Ksiądz w nocy wyniósł część swoich rzeczy, jeszcze rano był w celi. Później poszedł do pobliskiej kawiarni. Kiedy ślusarz wezwany przez komornika otwierał drzwi celi, księdza Woźnickiego na miejscu nie było.
"To sprawa bardzo nietypowa i eksmisja nietypowa" - mówi rzecznik Izby Komorniczej w Poznaniu Marek Grzelak.

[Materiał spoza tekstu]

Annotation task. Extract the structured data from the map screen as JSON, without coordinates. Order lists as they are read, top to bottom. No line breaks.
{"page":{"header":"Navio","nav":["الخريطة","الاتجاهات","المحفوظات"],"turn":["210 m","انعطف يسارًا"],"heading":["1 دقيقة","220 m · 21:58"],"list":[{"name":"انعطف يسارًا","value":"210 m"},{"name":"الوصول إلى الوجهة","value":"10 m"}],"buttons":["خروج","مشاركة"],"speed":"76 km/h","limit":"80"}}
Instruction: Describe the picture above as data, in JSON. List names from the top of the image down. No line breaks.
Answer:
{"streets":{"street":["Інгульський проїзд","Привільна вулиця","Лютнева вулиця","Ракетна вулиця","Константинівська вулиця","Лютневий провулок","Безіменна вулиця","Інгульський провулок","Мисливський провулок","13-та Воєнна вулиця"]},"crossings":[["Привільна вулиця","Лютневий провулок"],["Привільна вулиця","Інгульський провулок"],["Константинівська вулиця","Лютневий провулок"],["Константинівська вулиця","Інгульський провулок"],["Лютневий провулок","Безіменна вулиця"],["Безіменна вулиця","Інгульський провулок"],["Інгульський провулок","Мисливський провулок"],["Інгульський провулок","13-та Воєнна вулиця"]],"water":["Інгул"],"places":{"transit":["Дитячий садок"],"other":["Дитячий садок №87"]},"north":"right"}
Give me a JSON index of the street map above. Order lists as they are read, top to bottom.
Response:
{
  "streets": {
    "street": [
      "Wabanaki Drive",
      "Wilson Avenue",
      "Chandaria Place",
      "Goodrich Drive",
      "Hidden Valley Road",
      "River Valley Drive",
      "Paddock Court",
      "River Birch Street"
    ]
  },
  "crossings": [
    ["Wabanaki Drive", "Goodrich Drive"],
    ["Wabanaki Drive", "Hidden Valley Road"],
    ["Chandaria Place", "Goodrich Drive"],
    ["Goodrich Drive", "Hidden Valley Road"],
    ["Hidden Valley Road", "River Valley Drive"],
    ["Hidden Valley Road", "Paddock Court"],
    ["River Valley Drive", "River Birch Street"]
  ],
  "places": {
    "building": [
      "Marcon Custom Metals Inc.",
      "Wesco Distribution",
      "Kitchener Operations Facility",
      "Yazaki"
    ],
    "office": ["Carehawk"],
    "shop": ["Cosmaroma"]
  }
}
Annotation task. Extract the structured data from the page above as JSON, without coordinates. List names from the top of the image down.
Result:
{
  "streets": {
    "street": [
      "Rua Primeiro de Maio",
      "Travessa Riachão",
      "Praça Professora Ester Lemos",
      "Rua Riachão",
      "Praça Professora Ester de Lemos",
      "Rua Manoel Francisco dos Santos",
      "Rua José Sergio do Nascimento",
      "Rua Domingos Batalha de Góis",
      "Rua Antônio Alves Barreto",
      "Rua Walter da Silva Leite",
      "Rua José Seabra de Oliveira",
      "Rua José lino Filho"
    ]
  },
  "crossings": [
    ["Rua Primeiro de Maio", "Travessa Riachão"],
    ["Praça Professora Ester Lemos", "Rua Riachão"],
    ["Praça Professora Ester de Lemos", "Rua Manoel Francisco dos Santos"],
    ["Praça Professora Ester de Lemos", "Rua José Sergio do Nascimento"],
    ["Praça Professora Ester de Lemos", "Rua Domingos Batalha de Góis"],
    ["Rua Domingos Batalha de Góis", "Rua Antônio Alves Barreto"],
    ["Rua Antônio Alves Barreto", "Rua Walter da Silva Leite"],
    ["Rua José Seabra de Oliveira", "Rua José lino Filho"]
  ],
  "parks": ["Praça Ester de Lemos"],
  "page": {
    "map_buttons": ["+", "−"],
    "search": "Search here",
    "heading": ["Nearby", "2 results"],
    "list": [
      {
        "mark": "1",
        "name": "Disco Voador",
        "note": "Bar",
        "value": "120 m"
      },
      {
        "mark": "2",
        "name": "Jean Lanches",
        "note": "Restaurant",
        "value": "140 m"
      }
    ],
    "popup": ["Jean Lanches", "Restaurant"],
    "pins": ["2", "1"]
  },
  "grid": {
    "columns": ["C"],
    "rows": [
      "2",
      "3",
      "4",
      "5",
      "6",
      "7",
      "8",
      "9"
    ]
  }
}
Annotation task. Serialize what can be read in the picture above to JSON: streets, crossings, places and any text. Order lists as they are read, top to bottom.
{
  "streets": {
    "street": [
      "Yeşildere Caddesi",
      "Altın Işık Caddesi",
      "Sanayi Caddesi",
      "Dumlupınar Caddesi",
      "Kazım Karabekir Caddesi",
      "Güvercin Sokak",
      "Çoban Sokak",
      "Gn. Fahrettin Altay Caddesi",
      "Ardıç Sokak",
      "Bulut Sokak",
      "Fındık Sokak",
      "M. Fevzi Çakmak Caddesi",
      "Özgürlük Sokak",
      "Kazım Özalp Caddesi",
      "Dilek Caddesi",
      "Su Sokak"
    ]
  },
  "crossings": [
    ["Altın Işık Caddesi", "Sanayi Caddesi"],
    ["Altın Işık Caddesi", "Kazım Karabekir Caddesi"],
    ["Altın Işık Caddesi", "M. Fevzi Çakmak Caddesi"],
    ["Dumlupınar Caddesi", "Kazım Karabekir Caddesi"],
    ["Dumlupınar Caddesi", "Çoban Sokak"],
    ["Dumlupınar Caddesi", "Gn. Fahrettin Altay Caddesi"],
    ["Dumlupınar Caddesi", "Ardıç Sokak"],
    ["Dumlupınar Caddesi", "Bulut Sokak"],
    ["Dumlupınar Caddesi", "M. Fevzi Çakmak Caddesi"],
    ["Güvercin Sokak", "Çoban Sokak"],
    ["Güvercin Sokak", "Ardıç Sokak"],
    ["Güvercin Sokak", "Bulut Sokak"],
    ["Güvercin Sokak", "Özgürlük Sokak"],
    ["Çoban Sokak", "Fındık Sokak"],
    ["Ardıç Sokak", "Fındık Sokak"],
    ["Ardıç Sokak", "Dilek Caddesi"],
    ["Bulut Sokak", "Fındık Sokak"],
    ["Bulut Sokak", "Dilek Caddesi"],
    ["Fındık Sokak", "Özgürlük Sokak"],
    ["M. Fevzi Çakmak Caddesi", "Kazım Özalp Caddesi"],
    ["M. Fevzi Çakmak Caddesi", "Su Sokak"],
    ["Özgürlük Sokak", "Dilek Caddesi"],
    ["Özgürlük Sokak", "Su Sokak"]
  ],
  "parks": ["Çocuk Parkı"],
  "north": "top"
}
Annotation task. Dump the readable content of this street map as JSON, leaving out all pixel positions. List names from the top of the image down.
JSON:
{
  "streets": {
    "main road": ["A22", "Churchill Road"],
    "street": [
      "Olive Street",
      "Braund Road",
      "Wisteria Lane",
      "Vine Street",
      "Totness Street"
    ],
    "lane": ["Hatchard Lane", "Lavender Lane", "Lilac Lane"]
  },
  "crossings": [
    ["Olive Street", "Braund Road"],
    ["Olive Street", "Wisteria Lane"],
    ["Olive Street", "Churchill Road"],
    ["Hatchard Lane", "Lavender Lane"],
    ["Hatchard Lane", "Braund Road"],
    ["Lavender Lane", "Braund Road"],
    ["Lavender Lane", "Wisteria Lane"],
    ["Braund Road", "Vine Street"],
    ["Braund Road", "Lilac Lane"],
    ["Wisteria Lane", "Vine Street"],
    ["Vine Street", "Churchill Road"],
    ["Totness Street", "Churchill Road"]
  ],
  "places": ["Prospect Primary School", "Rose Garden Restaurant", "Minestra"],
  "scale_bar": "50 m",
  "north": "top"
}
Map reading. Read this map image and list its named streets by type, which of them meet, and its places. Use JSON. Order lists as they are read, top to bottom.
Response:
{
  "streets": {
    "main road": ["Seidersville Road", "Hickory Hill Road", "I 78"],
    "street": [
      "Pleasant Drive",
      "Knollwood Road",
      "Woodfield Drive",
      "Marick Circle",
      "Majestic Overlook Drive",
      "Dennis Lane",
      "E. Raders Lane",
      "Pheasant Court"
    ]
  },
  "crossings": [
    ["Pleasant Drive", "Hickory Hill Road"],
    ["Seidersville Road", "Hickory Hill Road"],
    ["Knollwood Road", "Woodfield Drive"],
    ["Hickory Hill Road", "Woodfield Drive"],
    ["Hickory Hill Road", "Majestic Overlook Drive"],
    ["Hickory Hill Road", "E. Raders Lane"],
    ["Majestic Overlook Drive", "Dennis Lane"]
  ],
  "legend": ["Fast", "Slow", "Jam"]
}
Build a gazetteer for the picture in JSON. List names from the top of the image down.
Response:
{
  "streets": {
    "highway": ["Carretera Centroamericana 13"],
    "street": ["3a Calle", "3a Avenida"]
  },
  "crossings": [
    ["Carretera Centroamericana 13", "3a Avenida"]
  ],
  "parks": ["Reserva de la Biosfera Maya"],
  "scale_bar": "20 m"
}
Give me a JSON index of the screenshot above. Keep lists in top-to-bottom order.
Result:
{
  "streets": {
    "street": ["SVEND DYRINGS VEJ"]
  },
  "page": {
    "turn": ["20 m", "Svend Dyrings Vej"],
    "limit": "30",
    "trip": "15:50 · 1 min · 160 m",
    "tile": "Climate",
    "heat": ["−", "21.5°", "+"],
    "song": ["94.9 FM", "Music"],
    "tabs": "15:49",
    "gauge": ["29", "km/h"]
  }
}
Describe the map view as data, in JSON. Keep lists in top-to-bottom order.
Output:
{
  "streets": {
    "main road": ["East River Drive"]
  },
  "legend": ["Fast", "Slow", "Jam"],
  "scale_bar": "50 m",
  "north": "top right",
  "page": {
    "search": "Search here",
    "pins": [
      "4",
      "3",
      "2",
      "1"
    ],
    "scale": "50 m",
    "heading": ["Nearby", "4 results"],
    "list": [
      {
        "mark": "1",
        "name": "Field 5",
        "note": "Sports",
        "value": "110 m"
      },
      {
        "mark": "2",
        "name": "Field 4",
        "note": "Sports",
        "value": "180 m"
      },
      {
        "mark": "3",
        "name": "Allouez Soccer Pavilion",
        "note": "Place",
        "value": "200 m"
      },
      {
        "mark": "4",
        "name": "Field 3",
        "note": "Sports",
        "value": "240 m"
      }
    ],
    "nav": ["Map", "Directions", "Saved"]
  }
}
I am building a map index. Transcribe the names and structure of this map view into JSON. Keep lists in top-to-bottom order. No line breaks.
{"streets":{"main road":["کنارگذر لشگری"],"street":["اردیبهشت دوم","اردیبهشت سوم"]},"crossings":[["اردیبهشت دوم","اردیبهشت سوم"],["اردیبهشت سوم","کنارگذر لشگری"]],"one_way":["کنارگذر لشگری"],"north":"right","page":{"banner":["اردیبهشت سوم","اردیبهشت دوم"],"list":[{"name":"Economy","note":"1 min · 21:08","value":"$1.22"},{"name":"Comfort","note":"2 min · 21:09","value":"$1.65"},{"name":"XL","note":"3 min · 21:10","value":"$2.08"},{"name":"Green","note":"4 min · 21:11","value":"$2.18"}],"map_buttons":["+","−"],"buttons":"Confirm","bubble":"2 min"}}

Ja nie pamiętam podobnych czynności w kraju. Eksmisja musi być dokonywana w asyście policji. My jesteśmy przyzwyczajeni do naszej pracy i też przygotowani na różne ewentualności. Wcześniej pandemia uniemożliwiała eksmisję. W tej sprawie najpierw był proces sądowy. W momencie, kiedy wierzyciel dysponował orzeczeniem sądowym, złożył wniosek do komornika. Natomiast dopiero wtedy, kiedy pandemia ustała, komornik mógł rozpocząć procedurę eksmisyjną
- wyjaśnia Marek Grzelak.
To pierwszy taki przypadek w naszym zakonie - mówi rzecznik prasowy Inspektorii Salezjanów ksiądz Jerzy Babiak.
Nie robimy niczego w sposób pochopny, nagły, nerwowy. Ja myślę, że trudno tu mówić o sukcesie czy porażce, bo na pewno nie jest dobrze traktować tę bardzo wyjątkową sytuację w tych kategoriach. Była to sytuacja trudna, bardzo kryzysowa dla nas wszystkich, szczególnie też dla zgromadzenia. Początkowe działania były bardzo wspierające, bardzo łagodne aż sytuacja stała się taką, jaką jest dzisiaj
- mówi ksiądz Jerzy Babiak.
Ksiądz nie został eksmitowany na bruk. Miasto przygotowało dla niego lokal tymczasowy - na razie na pół roku - mówi Jerzy Karasiewicz z ZKZL-u.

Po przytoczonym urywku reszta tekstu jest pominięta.